▸ **WORK TO BE COMPLETED**:
When a line below contains the word "Swimming", copy that line.

=== DATA TO PROCESS ===

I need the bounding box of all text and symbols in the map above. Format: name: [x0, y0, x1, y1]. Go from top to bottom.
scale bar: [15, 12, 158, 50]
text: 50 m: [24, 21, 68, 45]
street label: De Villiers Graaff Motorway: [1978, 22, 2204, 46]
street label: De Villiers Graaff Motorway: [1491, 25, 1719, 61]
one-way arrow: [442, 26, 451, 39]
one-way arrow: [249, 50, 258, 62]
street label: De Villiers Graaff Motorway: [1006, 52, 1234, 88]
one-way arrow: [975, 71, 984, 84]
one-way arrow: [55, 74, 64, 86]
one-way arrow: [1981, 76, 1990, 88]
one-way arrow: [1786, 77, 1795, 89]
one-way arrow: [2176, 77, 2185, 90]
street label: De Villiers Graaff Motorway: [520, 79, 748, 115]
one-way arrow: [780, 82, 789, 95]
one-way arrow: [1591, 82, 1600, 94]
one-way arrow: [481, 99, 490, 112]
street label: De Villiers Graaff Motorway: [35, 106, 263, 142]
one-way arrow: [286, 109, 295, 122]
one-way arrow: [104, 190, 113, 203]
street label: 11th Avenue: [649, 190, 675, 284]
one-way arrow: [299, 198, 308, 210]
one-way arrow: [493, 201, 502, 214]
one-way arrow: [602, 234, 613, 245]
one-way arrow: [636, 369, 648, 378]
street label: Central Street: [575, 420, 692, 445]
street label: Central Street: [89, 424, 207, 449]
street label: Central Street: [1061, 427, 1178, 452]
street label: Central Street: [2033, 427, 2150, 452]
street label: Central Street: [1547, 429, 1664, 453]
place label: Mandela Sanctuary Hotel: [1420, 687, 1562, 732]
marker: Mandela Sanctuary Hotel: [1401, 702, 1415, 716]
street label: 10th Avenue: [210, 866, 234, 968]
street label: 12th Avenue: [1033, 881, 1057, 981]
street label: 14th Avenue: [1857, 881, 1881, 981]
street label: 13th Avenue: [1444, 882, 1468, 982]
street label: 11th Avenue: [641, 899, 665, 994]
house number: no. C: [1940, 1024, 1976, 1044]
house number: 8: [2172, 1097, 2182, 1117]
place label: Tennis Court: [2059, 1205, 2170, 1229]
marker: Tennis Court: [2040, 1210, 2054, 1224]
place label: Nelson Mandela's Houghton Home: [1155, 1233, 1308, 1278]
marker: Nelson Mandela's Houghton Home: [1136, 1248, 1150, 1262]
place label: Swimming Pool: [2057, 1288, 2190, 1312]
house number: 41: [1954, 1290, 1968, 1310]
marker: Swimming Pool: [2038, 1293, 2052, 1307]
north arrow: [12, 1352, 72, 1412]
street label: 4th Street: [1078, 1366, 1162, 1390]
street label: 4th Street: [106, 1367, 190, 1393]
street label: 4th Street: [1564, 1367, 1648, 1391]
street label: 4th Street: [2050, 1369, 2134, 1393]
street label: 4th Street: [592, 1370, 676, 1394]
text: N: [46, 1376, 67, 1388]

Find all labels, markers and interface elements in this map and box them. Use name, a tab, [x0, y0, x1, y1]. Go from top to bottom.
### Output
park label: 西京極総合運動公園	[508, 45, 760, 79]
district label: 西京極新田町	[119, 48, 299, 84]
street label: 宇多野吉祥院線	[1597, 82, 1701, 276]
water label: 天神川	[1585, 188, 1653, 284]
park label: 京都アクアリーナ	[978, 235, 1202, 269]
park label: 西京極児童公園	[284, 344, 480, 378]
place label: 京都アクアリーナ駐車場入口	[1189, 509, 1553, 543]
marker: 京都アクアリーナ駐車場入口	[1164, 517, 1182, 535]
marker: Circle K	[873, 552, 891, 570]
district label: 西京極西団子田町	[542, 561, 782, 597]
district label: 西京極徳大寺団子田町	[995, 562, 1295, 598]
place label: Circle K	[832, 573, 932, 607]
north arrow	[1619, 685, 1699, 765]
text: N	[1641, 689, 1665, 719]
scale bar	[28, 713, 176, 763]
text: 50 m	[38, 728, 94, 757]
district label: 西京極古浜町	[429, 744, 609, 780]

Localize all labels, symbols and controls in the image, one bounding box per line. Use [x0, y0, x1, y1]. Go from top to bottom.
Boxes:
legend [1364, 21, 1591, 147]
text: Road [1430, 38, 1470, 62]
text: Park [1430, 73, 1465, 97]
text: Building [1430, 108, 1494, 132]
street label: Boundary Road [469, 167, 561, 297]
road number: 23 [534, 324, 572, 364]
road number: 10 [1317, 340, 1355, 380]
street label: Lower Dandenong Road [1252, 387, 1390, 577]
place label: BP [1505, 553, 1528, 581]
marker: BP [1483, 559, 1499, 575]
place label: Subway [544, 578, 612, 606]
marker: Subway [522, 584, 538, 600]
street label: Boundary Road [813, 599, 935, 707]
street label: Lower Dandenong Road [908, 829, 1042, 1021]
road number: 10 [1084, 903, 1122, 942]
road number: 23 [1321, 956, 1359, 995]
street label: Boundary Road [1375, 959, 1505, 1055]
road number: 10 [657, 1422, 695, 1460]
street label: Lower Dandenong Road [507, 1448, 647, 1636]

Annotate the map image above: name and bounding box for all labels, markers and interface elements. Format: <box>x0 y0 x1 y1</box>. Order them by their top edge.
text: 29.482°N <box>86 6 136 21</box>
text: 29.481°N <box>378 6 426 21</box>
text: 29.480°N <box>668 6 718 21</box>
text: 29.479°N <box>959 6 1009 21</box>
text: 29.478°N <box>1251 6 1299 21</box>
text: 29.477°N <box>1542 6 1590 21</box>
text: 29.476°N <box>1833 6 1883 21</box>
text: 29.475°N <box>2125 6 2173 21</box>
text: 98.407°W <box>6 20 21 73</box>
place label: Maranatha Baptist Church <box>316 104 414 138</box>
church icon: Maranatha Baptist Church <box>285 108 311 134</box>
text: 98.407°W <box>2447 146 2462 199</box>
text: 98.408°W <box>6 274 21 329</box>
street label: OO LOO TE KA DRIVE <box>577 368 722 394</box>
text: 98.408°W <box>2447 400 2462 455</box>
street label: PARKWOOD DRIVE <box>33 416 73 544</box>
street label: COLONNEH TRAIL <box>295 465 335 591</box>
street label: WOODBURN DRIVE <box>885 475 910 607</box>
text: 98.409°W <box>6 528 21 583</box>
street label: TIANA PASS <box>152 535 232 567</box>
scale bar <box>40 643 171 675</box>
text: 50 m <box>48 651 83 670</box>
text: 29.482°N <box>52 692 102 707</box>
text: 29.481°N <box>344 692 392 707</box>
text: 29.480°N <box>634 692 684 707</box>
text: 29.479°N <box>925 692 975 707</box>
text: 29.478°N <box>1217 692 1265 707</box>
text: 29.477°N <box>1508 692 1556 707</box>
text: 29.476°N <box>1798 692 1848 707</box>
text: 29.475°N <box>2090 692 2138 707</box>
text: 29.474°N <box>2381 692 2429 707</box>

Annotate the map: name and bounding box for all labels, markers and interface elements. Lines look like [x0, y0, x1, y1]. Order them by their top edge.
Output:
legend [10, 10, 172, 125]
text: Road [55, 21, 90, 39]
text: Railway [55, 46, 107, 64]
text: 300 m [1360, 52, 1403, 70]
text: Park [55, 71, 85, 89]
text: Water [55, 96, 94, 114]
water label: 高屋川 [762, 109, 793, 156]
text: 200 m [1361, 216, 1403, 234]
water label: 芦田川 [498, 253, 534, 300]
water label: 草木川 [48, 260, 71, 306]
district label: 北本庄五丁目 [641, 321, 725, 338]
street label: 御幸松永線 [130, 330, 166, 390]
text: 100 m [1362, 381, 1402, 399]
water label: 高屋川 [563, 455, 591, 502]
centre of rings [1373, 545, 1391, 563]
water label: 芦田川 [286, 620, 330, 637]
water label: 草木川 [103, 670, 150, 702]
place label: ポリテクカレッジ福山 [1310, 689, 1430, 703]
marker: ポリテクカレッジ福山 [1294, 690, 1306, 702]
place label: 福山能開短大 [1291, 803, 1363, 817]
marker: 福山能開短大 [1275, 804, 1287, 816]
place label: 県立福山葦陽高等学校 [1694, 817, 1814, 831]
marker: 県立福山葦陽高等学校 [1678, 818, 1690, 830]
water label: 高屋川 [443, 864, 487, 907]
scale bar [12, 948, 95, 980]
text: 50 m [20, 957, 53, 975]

===

▸ **TASK OUTPUT**:
place label: Swimming Pool: [2057, 1288, 2190, 1312]
marker: Swimming Pool: [2038, 1293, 2052, 1307]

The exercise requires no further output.